- _DATASET RECORDS_:

____

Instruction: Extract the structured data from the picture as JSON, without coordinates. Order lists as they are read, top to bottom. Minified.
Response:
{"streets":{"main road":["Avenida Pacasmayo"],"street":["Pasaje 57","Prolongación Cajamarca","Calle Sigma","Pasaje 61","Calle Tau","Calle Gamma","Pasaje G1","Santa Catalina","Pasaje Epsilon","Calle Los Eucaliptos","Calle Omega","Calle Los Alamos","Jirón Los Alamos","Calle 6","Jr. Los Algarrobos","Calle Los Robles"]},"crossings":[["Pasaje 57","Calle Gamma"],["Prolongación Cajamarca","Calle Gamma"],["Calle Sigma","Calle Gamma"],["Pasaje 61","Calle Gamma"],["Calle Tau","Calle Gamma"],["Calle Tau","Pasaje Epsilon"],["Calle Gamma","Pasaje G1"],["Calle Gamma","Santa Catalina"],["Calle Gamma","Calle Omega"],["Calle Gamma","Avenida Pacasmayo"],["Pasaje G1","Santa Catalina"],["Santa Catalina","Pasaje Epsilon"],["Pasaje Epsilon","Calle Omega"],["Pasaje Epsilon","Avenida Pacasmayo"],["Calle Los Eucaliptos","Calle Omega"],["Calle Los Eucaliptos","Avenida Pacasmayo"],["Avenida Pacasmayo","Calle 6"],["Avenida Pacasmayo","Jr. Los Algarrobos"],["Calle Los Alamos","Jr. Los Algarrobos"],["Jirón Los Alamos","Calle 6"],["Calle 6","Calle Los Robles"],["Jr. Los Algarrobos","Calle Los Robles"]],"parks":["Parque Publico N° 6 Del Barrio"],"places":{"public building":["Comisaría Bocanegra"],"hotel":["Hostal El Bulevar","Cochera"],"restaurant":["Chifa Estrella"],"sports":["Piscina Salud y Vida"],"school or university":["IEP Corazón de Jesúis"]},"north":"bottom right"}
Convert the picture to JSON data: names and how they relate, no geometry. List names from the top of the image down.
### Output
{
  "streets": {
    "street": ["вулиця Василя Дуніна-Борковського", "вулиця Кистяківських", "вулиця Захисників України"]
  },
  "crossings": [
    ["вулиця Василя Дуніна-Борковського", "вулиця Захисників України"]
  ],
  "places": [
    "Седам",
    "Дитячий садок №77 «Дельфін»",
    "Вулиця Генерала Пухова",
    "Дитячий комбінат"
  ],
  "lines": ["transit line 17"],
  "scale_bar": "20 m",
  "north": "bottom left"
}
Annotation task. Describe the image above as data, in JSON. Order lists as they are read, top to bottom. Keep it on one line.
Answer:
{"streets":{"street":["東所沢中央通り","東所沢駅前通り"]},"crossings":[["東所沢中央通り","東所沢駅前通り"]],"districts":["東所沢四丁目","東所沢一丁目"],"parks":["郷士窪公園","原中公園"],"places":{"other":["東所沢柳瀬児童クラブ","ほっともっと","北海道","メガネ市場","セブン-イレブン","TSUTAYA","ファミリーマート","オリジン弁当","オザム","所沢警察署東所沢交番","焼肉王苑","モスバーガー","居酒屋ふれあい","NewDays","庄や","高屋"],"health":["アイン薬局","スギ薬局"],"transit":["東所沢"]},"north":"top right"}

____

Out of the data above, return each line where the word "transit" can be found.

  "lines": ["transit line 17"],
{"streets":{"street":["東所沢中央通り","東所沢駅前通り"]},"crossings":[["東所沢中央通り","東所沢駅前通り"]],"districts":["東所沢四丁目","東所沢一丁目"],"parks":["郷士窪公園","原中公園"],"places":{"other":["東所沢柳瀬児童クラブ","ほっともっと","北海道","メガネ市場","セブン-イレブン","TSUTAYA","ファミリーマート","オリジン弁当","オザム","所沢警察署東所沢交番","焼肉王苑","モスバーガー","居酒屋ふれあい","NewDays","庄や","高屋"],"health":["アイン薬局","スギ薬局"],"transit":["東所沢"]},"north":"top right"}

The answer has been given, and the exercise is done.